15. Harold Horder
When rugby league was in its infancy in Australia, there were only a few players with the ability to set the crowd alight every time they touched the ball.
The unpredictable ''Dally'' Messenger was one but perhaps not even he had the electric footwork and prolific try-scoring ability of Harold Horder.
The NSWRL's Rugby League Annual of 1928 said of him: ''If he is not the greatest of all rugby league footballers, he is unquestionably the greatest of all wing three-quarters''.
The flying winger from South Sydney burst onto the scene in 1912 in an end-of-season match against Glebe.
On one of his first touches of the ball, he ran 90 metres, beating defender after defender with a swerving, sidestepping run to the line.

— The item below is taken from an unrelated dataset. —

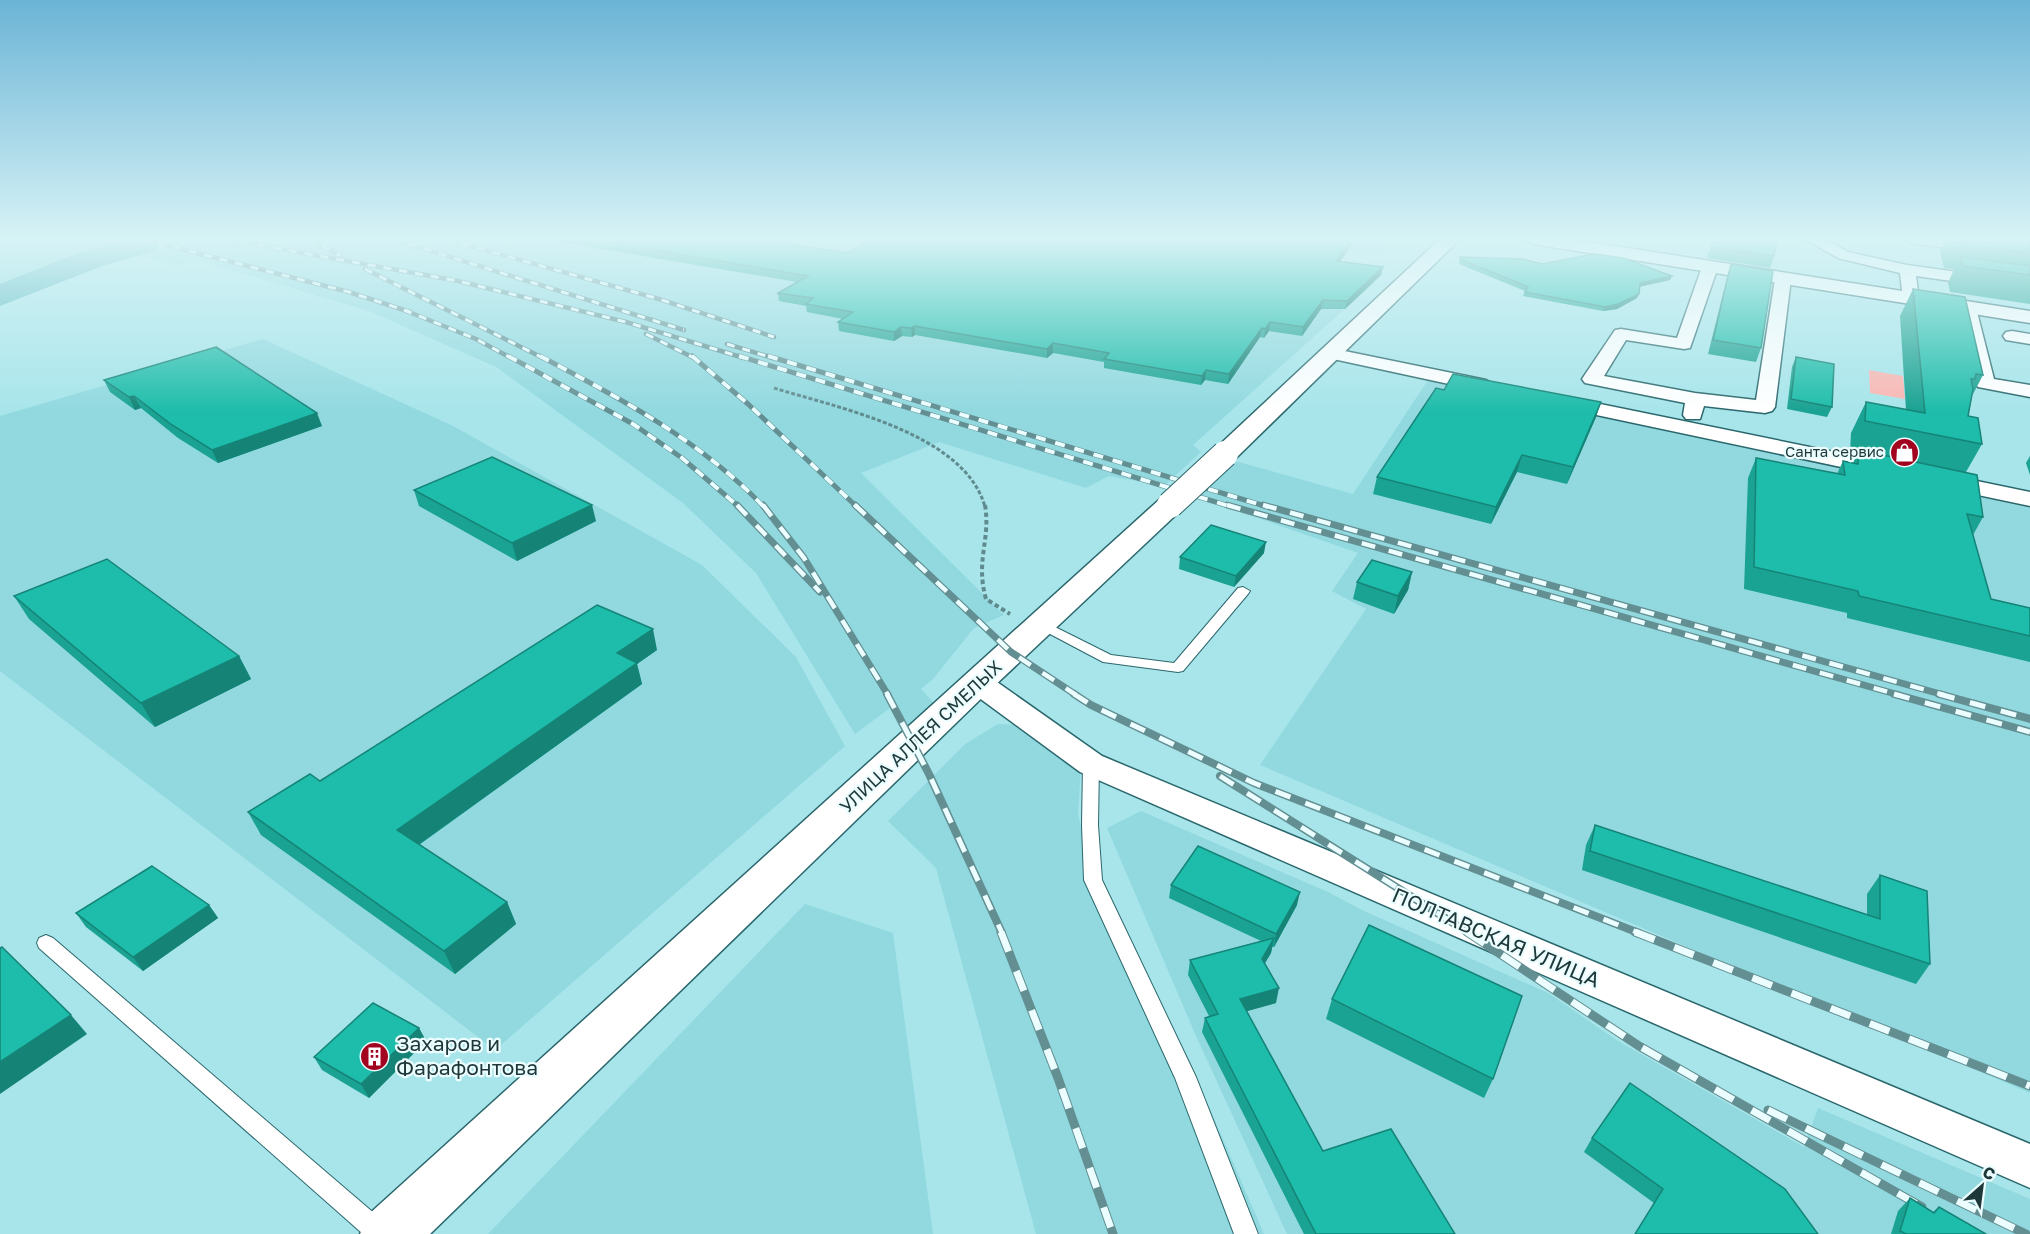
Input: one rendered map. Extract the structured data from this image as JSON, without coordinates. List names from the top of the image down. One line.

The try was the first of more than 200 that Horder would score in his senior career.
The son of a leading runner, Horder honed his skills in regular training sessions in Moore Park, where he would practice sprints and starts.

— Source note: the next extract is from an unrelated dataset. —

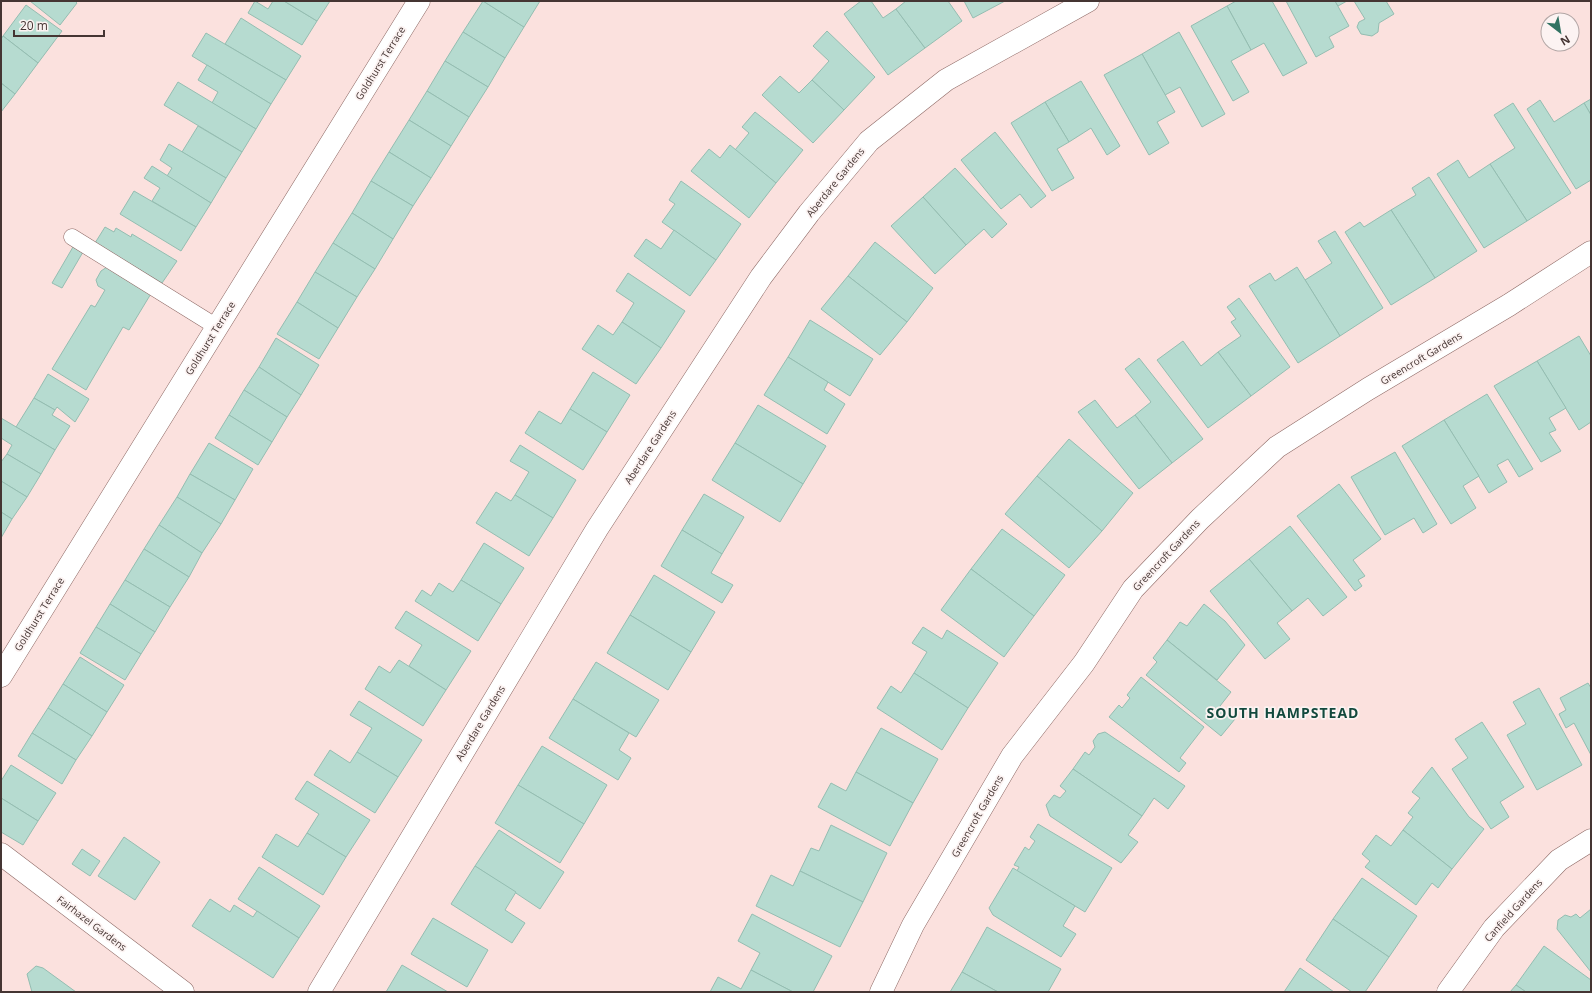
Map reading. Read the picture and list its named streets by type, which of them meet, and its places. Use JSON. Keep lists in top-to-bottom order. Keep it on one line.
{"streets":{"street":["Goldhurst Terrace","Aberdare Gardens","Greencroft Gardens","Canfield Gardens","Fairhazel Gardens"]},"districts":["SOUTH HAMPSTEAD"],"scale_bar":"20 m","north":"bottom right"}
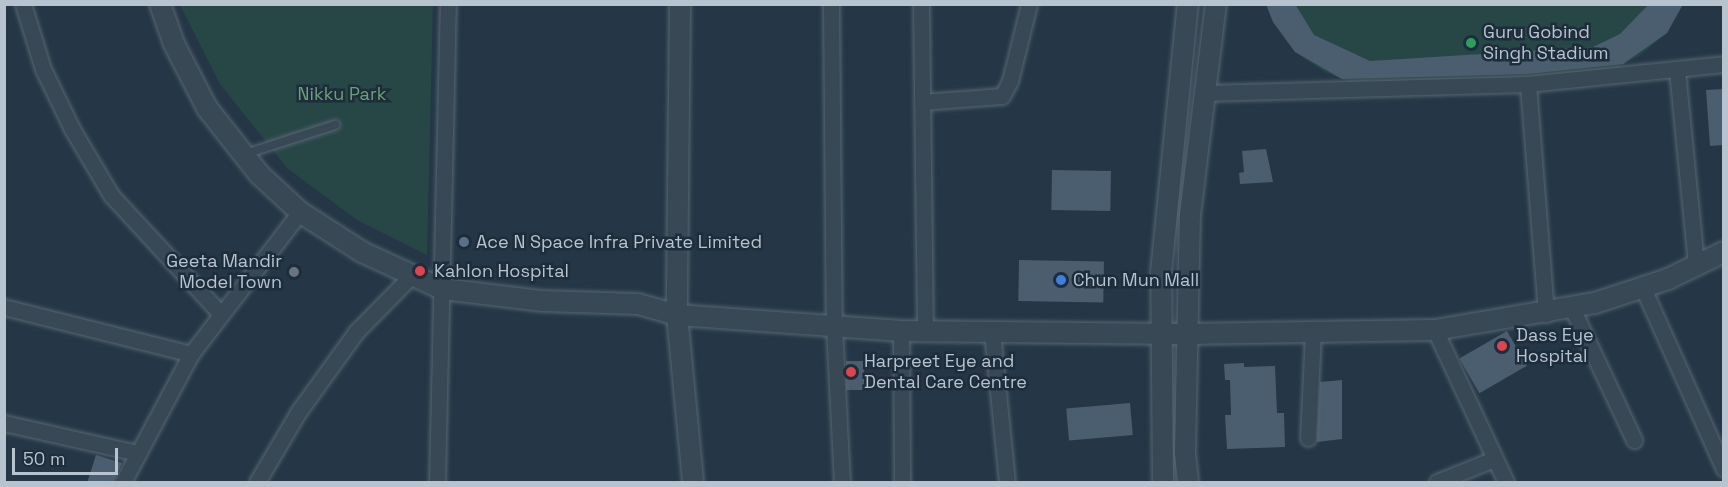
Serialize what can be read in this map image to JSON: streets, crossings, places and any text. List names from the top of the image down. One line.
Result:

He went on to play for Souths and Norths in a 13-year career in the premiership, represented New South Wales 20 times and played 13 Tests for Australia.
When he retired he had a career tally of 239 tries from just 194 matches, a strike-rate well over a try per game at all levels of senior football.
He won premierships with Souths and Norths and formed a dynamic partnership with another prolific try scorer, Cec Blinkhorn.
Clubs: South Sydney 1912–19, 1924; North Sydney 1920–23; Coorparoo 1925–26.
Club landmarks: Won premierships with Souths 1914, 1918; Norths 1921–22; Scored 152 tries in 136 premiership games.
Games for NSW: 20 (1913–24).
Games for Queensland: One (1925).
Tests for Australia: 13 (1914–24).
Representative landmarks: Kangaroo tour 1921–22; Australian tour of New Zealand 1919; Scored 35 tries in 25 games on 1921–22 Kangaroo tour.